Data to examine ->
#####

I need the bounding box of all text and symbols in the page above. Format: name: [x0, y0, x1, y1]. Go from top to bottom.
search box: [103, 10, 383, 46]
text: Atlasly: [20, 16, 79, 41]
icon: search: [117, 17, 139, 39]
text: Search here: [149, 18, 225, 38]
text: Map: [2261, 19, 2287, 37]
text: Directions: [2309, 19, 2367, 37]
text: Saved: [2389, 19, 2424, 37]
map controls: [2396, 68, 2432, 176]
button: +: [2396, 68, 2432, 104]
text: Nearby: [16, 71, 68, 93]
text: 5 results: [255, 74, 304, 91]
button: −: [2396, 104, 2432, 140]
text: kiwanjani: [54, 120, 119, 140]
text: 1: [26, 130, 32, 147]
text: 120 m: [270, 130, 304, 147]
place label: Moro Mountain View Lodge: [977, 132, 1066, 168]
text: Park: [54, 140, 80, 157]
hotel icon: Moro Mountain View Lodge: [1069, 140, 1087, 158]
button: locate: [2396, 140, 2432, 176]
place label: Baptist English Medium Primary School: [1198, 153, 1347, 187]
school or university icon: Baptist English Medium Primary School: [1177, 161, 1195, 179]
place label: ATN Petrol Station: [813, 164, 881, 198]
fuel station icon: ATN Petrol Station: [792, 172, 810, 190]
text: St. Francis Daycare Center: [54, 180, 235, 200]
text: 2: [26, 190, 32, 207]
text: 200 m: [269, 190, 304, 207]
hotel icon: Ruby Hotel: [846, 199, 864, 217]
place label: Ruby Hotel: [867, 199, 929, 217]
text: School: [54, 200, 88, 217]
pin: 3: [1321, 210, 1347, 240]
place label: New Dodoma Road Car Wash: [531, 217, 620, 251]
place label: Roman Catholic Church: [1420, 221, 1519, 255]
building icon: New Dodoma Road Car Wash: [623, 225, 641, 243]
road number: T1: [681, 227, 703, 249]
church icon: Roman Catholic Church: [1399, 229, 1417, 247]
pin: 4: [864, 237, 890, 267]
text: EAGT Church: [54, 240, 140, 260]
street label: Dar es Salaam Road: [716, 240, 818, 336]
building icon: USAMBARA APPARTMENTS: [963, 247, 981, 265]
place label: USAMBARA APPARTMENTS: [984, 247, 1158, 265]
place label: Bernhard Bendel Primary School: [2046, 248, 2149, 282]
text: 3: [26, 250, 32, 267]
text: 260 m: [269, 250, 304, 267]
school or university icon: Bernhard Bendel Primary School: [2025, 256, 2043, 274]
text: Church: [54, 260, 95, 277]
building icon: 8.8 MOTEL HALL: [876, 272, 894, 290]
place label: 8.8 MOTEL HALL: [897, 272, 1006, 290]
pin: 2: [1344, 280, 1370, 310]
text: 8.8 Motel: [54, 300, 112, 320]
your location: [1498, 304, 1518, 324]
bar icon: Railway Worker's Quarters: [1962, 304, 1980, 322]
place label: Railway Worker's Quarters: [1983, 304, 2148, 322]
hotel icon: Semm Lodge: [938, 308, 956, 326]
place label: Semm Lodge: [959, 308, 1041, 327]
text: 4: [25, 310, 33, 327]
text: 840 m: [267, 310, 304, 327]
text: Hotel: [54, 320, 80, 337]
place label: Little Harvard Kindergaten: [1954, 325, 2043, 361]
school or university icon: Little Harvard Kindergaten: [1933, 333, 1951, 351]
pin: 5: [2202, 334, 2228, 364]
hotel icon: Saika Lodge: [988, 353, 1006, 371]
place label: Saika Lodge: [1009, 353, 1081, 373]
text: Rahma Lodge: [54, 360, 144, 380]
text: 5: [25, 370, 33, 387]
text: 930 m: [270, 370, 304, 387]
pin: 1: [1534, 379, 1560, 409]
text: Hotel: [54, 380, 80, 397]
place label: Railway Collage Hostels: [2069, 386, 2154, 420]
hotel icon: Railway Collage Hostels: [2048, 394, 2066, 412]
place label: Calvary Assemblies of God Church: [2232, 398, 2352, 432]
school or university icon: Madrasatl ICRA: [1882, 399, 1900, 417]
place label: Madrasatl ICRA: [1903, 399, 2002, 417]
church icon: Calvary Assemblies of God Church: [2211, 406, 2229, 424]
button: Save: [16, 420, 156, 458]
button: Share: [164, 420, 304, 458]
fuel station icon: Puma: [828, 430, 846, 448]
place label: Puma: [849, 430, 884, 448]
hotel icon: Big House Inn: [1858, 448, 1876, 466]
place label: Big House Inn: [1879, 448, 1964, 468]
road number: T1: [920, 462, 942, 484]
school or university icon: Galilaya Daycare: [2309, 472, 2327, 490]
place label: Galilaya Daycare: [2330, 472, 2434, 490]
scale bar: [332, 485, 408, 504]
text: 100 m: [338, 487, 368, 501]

#####

Your task ->
An exact copy of every record is what the answer must contain.

Answer section ->
I need the bounding box of all text and symbols in the page above. Format: name: [x0, y0, x1, y1]. Go from top to bottom.
search box: [103, 10, 383, 46]
text: Atlasly: [20, 16, 79, 41]
icon: search: [117, 17, 139, 39]
text: Search here: [149, 18, 225, 38]
text: Map: [2261, 19, 2287, 37]
text: Directions: [2309, 19, 2367, 37]
text: Saved: [2389, 19, 2424, 37]
map controls: [2396, 68, 2432, 176]
button: +: [2396, 68, 2432, 104]
text: Nearby: [16, 71, 68, 93]
text: 5 results: [255, 74, 304, 91]
button: −: [2396, 104, 2432, 140]
text: kiwanjani: [54, 120, 119, 140]
text: 1: [26, 130, 32, 147]
text: 120 m: [270, 130, 304, 147]
place label: Moro Mountain View Lodge: [977, 132, 1066, 168]
text: Park: [54, 140, 80, 157]
hotel icon: Moro Mountain View Lodge: [1069, 140, 1087, 158]
button: locate: [2396, 140, 2432, 176]
place label: Baptist English Medium Primary School: [1198, 153, 1347, 187]
school or university icon: Baptist English Medium Primary School: [1177, 161, 1195, 179]
place label: ATN Petrol Station: [813, 164, 881, 198]
fuel station icon: ATN Petrol Station: [792, 172, 810, 190]
text: St. Francis Daycare Center: [54, 180, 235, 200]
text: 2: [26, 190, 32, 207]
text: 200 m: [269, 190, 304, 207]
hotel icon: Ruby Hotel: [846, 199, 864, 217]
place label: Ruby Hotel: [867, 199, 929, 217]
text: School: [54, 200, 88, 217]
pin: 3: [1321, 210, 1347, 240]
place label: New Dodoma Road Car Wash: [531, 217, 620, 251]
place label: Roman Catholic Church: [1420, 221, 1519, 255]
building icon: New Dodoma Road Car Wash: [623, 225, 641, 243]
road number: T1: [681, 227, 703, 249]
church icon: Roman Catholic Church: [1399, 229, 1417, 247]
pin: 4: [864, 237, 890, 267]
text: EAGT Church: [54, 240, 140, 260]
street label: Dar es Salaam Road: [716, 240, 818, 336]
building icon: USAMBARA APPARTMENTS: [963, 247, 981, 265]
place label: USAMBARA APPARTMENTS: [984, 247, 1158, 265]
place label: Bernhard Bendel Primary School: [2046, 248, 2149, 282]
text: 3: [26, 250, 32, 267]
text: 260 m: [269, 250, 304, 267]
school or university icon: Bernhard Bendel Primary School: [2025, 256, 2043, 274]
text: Church: [54, 260, 95, 277]
building icon: 8.8 MOTEL HALL: [876, 272, 894, 290]
place label: 8.8 MOTEL HALL: [897, 272, 1006, 290]
pin: 2: [1344, 280, 1370, 310]
text: 8.8 Motel: [54, 300, 112, 320]
your location: [1498, 304, 1518, 324]
bar icon: Railway Worker's Quarters: [1962, 304, 1980, 322]
place label: Railway Worker's Quarters: [1983, 304, 2148, 322]
hotel icon: Semm Lodge: [938, 308, 956, 326]
place label: Semm Lodge: [959, 308, 1041, 327]
text: 4: [25, 310, 33, 327]
text: 840 m: [267, 310, 304, 327]
text: Hotel: [54, 320, 80, 337]
place label: Little Harvard Kindergaten: [1954, 325, 2043, 361]
school or university icon: Little Harvard Kindergaten: [1933, 333, 1951, 351]
pin: 5: [2202, 334, 2228, 364]
hotel icon: Saika Lodge: [988, 353, 1006, 371]
place label: Saika Lodge: [1009, 353, 1081, 373]
text: Rahma Lodge: [54, 360, 144, 380]
text: 5: [25, 370, 33, 387]
text: 930 m: [270, 370, 304, 387]
pin: 1: [1534, 379, 1560, 409]
text: Hotel: [54, 380, 80, 397]
place label: Railway Collage Hostels: [2069, 386, 2154, 420]
hotel icon: Railway Collage Hostels: [2048, 394, 2066, 412]
place label: Calvary Assemblies of God Church: [2232, 398, 2352, 432]
school or university icon: Madrasatl ICRA: [1882, 399, 1900, 417]
place label: Madrasatl ICRA: [1903, 399, 2002, 417]
church icon: Calvary Assemblies of God Church: [2211, 406, 2229, 424]
button: Save: [16, 420, 156, 458]
button: Share: [164, 420, 304, 458]
fuel station icon: Puma: [828, 430, 846, 448]
place label: Puma: [849, 430, 884, 448]
hotel icon: Big House Inn: [1858, 448, 1876, 466]
place label: Big House Inn: [1879, 448, 1964, 468]
road number: T1: [920, 462, 942, 484]
school or university icon: Galilaya Daycare: [2309, 472, 2327, 490]
place label: Galilaya Daycare: [2330, 472, 2434, 490]
scale bar: [332, 485, 408, 504]
text: 100 m: [338, 487, 368, 501]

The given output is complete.